Noether's Theorem for Dissipative Quantum Dynamical Semigroups

TL;DR

This paper extends Noether's theorem to quantum Markov dynamics, characterizing constants of motion in dissipative quantum systems through fixed points of the Heisenberg semigroup.

Contribution

It provides a quantum analogue of Noether's theorem for dissipative systems, linking constants of motion to fixed points of quantum dynamical semigroups.

Findings

Constants of motion are characterized by fixed points of the Heisenberg semigroup.

The framework applies to finite and infinite-dimensional quantum systems with stationary states.

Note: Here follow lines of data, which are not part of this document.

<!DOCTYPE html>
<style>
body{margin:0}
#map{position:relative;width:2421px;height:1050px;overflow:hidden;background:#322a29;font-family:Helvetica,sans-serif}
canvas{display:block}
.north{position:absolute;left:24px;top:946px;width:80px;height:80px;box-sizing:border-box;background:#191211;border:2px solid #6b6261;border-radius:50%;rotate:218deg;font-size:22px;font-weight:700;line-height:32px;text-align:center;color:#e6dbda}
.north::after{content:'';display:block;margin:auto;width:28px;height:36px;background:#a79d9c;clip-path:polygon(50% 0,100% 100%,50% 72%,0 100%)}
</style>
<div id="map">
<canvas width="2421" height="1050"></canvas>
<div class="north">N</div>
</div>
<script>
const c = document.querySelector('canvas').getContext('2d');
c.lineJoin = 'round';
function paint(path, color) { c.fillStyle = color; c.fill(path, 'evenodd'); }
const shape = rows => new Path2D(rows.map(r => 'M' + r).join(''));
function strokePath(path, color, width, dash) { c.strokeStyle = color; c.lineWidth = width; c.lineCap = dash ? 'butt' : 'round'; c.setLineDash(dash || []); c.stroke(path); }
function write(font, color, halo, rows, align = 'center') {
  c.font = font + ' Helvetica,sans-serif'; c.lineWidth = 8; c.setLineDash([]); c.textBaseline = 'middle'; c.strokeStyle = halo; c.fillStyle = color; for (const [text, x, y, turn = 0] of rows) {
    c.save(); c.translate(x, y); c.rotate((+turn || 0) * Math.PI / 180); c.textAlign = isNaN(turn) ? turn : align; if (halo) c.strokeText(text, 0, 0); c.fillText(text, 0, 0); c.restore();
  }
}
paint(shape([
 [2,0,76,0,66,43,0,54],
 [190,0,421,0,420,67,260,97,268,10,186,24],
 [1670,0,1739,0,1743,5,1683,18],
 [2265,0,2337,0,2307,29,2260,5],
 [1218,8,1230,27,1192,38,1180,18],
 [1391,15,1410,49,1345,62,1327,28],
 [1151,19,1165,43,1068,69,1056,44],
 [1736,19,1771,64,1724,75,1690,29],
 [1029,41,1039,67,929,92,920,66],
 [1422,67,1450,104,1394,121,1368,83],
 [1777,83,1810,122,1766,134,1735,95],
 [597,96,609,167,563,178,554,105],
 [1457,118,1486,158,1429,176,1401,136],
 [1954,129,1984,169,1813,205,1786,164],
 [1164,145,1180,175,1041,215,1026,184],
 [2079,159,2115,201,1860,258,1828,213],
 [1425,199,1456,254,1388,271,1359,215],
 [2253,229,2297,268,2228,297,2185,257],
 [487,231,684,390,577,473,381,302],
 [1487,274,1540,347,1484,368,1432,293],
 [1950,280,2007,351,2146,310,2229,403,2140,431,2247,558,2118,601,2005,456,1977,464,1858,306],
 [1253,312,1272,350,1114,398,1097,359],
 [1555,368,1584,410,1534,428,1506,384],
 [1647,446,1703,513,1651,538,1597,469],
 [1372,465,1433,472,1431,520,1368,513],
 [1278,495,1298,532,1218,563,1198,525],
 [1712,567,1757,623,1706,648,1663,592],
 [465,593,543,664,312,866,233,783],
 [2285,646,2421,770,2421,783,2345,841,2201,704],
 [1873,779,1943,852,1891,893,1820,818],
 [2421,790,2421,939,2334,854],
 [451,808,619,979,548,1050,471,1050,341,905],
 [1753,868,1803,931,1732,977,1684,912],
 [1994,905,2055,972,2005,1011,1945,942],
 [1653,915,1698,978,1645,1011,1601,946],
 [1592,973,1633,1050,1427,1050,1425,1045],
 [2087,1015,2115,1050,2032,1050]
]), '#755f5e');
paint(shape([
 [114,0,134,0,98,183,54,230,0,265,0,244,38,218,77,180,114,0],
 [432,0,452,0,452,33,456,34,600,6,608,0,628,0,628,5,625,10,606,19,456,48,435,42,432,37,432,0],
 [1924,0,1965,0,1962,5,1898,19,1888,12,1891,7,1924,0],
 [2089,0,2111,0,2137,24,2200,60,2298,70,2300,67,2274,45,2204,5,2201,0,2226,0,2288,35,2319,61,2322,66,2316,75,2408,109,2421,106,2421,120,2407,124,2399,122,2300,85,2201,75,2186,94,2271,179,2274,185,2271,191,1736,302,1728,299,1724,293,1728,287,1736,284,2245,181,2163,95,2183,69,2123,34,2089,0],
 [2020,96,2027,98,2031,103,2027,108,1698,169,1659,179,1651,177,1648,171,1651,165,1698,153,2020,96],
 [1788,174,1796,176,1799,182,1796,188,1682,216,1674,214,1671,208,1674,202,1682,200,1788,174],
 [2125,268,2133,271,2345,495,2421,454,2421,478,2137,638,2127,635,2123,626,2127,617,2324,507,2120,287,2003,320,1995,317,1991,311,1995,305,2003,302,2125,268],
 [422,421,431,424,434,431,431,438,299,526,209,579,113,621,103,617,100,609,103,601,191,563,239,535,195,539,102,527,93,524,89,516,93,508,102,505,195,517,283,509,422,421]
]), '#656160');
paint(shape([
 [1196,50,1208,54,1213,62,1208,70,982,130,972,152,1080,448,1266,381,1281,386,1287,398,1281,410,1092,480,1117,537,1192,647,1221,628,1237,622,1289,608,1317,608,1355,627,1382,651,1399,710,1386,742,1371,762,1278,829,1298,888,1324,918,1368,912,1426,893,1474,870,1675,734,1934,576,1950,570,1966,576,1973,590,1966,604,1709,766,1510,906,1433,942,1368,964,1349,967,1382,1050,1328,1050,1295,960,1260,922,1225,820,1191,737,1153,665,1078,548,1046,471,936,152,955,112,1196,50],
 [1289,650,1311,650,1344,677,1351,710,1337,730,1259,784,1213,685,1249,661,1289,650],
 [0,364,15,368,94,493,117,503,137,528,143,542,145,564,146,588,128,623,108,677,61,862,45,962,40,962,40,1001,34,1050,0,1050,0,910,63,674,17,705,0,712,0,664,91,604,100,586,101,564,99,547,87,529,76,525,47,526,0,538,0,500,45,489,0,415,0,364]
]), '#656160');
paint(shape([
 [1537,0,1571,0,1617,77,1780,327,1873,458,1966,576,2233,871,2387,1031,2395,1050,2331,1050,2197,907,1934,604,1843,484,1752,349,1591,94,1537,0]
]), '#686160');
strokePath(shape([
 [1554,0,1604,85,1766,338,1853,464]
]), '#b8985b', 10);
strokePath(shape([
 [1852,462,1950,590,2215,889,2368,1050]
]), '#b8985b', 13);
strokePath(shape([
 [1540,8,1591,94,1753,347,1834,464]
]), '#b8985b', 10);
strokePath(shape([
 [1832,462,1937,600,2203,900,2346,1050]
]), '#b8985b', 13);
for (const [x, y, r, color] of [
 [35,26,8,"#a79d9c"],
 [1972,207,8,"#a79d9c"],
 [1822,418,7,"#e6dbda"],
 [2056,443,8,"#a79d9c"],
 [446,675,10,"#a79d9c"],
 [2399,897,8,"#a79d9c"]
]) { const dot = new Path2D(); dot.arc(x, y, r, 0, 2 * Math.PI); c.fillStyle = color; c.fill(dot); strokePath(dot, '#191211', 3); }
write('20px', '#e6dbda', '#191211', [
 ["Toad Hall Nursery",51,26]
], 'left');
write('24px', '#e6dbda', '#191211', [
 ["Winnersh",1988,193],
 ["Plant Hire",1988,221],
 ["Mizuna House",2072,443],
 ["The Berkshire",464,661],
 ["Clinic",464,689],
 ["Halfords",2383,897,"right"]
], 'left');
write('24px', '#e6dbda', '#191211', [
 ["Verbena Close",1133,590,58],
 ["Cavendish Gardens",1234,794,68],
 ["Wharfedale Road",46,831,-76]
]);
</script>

A mapping from observables to CP maps is constructed to identify conserved quantities.

Abstract

Noether's Theorem on constants of the motion of dynamical systems has recently been extended to classical dissipative systems (Markovian semi-groups) by Baez and Fong. We show how to extend these results to the fully quantum setting of quantum Markov dynamics. For finite-dimensional Hilbert spaces, we construct a mapping from observables to CP maps that leads to the natural analogue of their criterion of commutativity with the infinitesimal generator of the Markov dynamics. Using standard results on the relaxation of states to equilibrium under quantum dynamical semi-groups, we are able to characterise the constants of the motion under quantum Markov evolutions in the infinite-dimensional setting under the usual assumption of existence of a stationary strictly positive density matrix. In particular, the Noether constants are identified with the fixed point of the Heisenberg picture semigroup.